A revolving line of credit is a commitment from a lender to make available to a borrower a certain amount of credit. As each purchase or advance is made by the borrower, the amount is debited from the amount available. As it’s repaid that amount becomes available again. A credit card is a good example of the way a revolving line of credit works.

A revolving line of credit likely is so named because the available credit is continually fluctuating upwards and down. When funds are used (or borrowed) available credit decreases. When funds are repaid, available credit increases up to the maximum.

Those that issue revolving lines of credit do so with the intention of making a profit. The profit each makes is derived primarily from the interest rate
charged for using the credit. Depending on the issuer and also on the borrower’s credit history, the interest rate charged will vary and it can fluctuate according to the terms outlined by the issuer.

Unlike an installment loan (such as a mortgage or car loan), when you make purchases against a revolving line of credit, you won’t always have to repay the same amount each month. You’ll have a minimum amount due each month, but if you have the funds, you can make as large a payment as you want. You can even repay the balance in full.

Any amount paid over and above the amount that you’re charged as interest goes directly towards paying down the principle. Ideally, that should be your goal. By doing so, you will pay less in interest over time and you’ll increase your available credit.

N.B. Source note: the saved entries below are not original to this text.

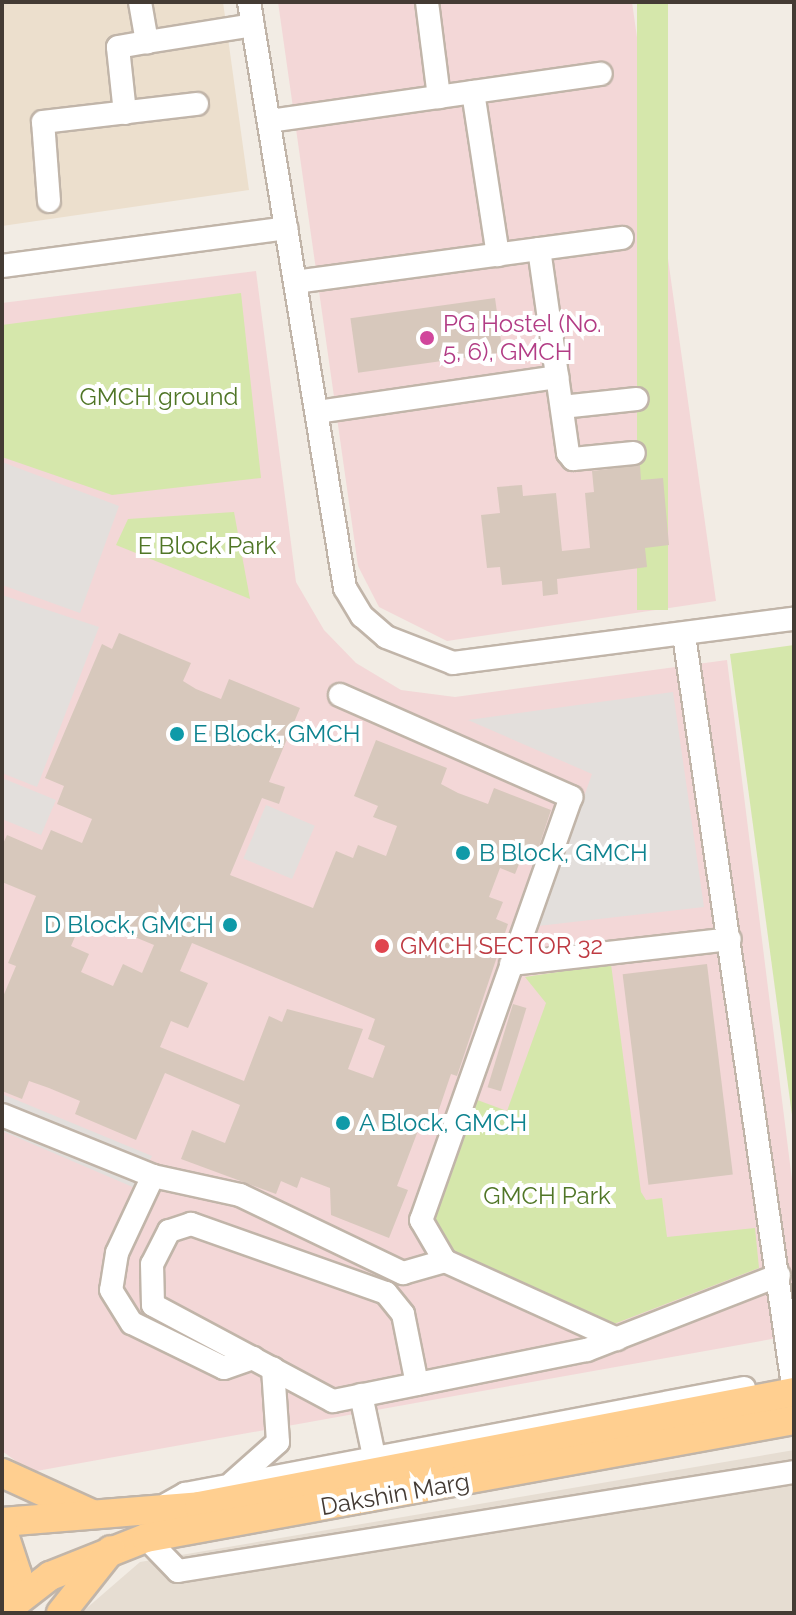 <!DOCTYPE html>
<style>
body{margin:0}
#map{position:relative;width:796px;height:1615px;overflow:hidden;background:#f2ece4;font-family:Raleway,sans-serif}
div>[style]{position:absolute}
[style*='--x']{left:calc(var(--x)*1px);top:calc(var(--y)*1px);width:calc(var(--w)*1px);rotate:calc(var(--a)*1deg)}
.residential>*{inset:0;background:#e6ddd2}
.education>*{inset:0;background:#ecdfcd}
.medical>*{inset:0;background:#f3d7d7}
.green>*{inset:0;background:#d5e7ab;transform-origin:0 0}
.parking>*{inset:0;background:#e3dfdc;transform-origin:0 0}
.building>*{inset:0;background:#d7c8bc;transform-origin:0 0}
.roads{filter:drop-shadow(2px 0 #c1b5a9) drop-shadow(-2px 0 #c1b5a9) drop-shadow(0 2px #c1b5a9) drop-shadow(0 -2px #c1b5a9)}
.minor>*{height:22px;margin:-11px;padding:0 11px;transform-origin:11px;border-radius:11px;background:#fff}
.major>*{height:28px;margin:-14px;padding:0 14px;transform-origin:14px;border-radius:14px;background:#ffcf90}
.dots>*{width:22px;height:22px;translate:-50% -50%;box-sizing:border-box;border:4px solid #fff;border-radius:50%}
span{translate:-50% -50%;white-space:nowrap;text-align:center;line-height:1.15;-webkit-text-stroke:8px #fff;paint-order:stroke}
.hotel-label{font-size:24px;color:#b23c85}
.left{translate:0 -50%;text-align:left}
.park-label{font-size:24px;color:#507627}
.culture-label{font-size:24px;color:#0d838f}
.right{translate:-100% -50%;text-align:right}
.health-label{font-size:24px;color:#be3a42}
.street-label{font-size:24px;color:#443b34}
.frame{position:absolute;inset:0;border:4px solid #443b34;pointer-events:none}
</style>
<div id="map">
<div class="residential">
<div style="clip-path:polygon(794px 1450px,794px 1613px,81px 1613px,140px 1562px)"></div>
</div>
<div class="education">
<div style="clip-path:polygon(2px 2px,223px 2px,249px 190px,2px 226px)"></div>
</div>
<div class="medical">
<div style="clip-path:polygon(278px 2px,632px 2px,716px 601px,447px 641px,379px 607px,358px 566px)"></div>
<div style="clip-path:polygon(256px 271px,296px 582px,324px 630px,356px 663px,401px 690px,455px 697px,727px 660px,794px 1196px,794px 1335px,31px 1472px,2px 1451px,2px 303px)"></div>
</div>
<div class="green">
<div style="left:637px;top:2px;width:31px;height:608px"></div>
<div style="clip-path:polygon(241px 293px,261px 478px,112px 495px,2px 457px,2px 325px)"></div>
<div style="clip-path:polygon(234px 512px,250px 599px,116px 545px,128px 519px)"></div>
<div style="clip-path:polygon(794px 645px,794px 1130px,730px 654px)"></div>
<div style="clip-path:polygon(611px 964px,641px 1192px,646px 1200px,662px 1198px,667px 1237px,755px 1228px,759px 1268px,614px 1324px,449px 1256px,428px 1218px,472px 1098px,507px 1111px,546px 1003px,525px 977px)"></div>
</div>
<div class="parking">
<div style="clip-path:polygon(2px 462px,119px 506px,80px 613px,2px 585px)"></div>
<div style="clip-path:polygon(2px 595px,99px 627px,37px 787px,2px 773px)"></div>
<div style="clip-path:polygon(673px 692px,704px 907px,538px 926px,592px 774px,468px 720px)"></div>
<div style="clip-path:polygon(2px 778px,56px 800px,41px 835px,2px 819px)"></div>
<div style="left:266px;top:805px;width:53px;height:58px;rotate:23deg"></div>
<div style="clip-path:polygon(2px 1094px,152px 1156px,135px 1188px,2px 1131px)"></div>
</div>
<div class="building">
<div style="left:495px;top:298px;width:55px;height:146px;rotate:82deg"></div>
<div style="clip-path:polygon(640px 465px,641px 480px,663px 478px,669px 545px,645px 548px,647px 567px,557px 579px,558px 594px,543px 596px,542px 581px,502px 585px,500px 567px,487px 568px,481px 515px,500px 513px,497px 487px,522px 485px,523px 496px,556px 493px,562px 551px,590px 548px,585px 493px,594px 492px,592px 471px)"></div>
<div style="clip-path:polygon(evenodd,119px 633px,191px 663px,183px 681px,196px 689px,221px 699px,229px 679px,300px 708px,269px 782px,285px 787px,279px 804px,262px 798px,230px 875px,313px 908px,336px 851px,353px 858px,358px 845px,386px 856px,397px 826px,373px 817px,378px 806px,354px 796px,376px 740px,447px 768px,441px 784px,458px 793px,488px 804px,494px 788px,551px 810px,533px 864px,521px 859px,515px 874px,500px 868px,489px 897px,503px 902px,496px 919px,508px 924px,457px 1076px,451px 1074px,431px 1133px,419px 1128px,397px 1186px,408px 1190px,389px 1238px,331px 1215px,330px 1188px,301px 1177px,297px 1188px,281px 1181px,276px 1194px,181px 1159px,192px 1130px,225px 1143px,240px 1105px,165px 1073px,136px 1140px,75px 1114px,80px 1101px,49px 1088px,29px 1081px,22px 1099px,2px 1091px,2px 999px,16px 966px,8px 963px,36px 896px,2px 882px,2px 846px,7px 835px,42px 850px,51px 830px,82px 843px,92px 819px,57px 804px,64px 786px,45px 778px,102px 644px,112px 649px,119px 633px,84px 916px,154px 945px,142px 973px,123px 964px,113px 986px,81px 972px,89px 954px,71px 946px,84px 916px,119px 633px,192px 943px,375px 1019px,368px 1039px,385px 1046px,373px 1078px,348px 1069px,363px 1029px,287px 1009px,282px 1022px,269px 1016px,244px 1081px,160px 1047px,171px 1021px,188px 1028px,208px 983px,180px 971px,192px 943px)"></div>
<div style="left:707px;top:964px;width:212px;height:85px;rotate:83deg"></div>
<div style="left:513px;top:1004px;width:14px;height:87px;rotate:17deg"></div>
</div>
<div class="roads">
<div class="minor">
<div style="--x:140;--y:2;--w:41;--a:80.1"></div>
<div style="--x:147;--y:42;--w:107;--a:-9.1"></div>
<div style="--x:249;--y:2;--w:594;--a:80.7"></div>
<div style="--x:345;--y:588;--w:33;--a:59"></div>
<div style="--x:362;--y:616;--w:32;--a:41"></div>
<div style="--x:386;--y:637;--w:72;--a:21.2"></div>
<div style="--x:453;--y:663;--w:344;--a:-7.4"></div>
<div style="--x:427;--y:2;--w:96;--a:82.8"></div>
<div style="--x:473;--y:92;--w:165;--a:81.3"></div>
<div style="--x:125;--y:113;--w:66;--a:-96.1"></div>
<div style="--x:118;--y:47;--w:29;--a:-10"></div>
<div style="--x:269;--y:121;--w:335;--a:-8.1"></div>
<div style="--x:49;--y:201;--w:79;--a:-94.3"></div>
<div style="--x:43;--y:122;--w:155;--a:-6.7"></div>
<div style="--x:539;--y:249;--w:206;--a:81.9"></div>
<div style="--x:568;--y:453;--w:8;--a:50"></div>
<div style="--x:573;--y:459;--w:61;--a:-5.6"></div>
<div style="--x:2;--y:266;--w:287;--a:-7.6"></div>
<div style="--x:295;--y:282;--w:330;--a:-7.7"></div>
<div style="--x:562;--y:407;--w:75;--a:-6.1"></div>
<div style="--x:317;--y:412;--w:243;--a:-8.3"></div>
<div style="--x:684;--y:635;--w:752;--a:81.74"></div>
<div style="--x:340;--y:695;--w:253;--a:23.8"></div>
<div style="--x:571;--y:797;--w:449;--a:109.5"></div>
<div style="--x:421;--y:1220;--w:48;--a:59.7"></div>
<div style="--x:445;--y:1261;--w:189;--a:24.4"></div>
<div style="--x:511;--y:964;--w:220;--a:-6.5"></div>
<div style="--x:2;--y:1115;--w:163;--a:22"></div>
<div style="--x:153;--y:1176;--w:89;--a:12.3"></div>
<div style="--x:240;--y:1195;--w:181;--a:25.6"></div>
<div style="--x:403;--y:1273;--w:44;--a:-15.9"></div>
<div style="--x:153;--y:1176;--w:85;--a:115.1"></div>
<div style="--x:117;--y:1253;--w:37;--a:99"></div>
<div style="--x:111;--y:1290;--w:39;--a:58"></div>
<div style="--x:132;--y:1323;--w:102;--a:26.1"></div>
<div style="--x:224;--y:1368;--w:31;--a:-19"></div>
<div style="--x:417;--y:1384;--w:71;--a:-101.3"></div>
<div style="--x:403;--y:1314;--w:27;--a:-129"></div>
<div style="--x:386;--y:1293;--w:207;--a:-160.5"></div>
<div style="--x:191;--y:1224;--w:23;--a:162"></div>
<div style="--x:169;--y:1231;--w:37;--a:117"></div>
<div style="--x:152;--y:1264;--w:41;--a:88.6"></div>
<div style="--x:153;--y:1305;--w:204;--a:28.1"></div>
<div style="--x:333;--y:1401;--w:259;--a:-11.4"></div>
<div style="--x:587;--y:1350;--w:206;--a:-21.3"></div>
<div style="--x:361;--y:1395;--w:62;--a:78"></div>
<div style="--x:233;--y:1482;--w:60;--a:-41.6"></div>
<div style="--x:278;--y:1442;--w:74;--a:-93.9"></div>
<div style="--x:167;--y:1504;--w:21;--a:-29"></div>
<div style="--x:185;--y:1494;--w:569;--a:-10.74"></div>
<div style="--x:146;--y:1538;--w:46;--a:45.9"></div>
<div style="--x:178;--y:1571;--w:624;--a:-9.13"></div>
</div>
<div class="major">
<div style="--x:2;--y:1473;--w:99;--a:24.5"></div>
<div style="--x:2;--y:1522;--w:198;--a:-4.6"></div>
<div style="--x:199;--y:1506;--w:606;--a:-10.85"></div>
<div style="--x:2;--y:1528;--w:48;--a:71.9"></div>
<div style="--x:17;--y:1574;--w:40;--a:104.4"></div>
<div style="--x:10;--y:1607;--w:51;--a:-37.8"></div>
<div style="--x:50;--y:1576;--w:103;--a:-21.6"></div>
<div style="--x:146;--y:1538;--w:659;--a:-10.32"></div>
<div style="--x:61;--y:1613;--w:80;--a:-51.6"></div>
</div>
</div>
<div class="dots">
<div style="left:427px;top:338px;background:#d1479c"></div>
<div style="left:177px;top:734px;background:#0f9aa8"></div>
<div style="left:463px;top:853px;background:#0f9aa8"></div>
<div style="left:230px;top:925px;background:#0f9aa8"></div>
<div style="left:382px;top:946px;background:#e0444e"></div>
<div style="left:343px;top:1123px;background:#0f9aa8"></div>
</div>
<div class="hotel-label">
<span class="left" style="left:443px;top:338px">PG Hostel (No.<br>5, 6), GMCH</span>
</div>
<div class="park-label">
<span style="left:159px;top:397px">GMCH ground</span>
<span style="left:207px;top:546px">E Block Park</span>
<span style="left:547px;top:1196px">GMCH Park</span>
</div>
<div class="culture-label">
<span class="left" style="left:193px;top:734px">E Block, GMCH</span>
<span class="left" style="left:479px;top:853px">B Block, GMCH</span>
<span class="right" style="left:214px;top:925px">D Block, GMCH</span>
<span class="left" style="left:359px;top:1123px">A Block, GMCH</span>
</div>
<div class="health-label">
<span class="left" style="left:400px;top:946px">GMCH SECTOR 32</span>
</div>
<div class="street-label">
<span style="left:395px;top:1494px;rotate:-10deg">Dakshin Marg</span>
</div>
<div class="frame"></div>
</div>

Your credit history has a lot to do with the terms an issuer will offer on a revolving line of credit. If you have proven that you can manage your finances – you don’t overextend yourself and you always make your payments on time – you’ll find that over time, the limit on your revolving line of credit may increase. You may also be able to negotiate more favorable terms such as switching from a variable rate
of interest to a fixed rate.

Failure to manage your finances will have repercussions, though. The details of each of your revolving line of credit-type accounts appear on your credit history so if you make payments late or if your balance to available credit ratio is too high, your
credit score will likely take a tumble.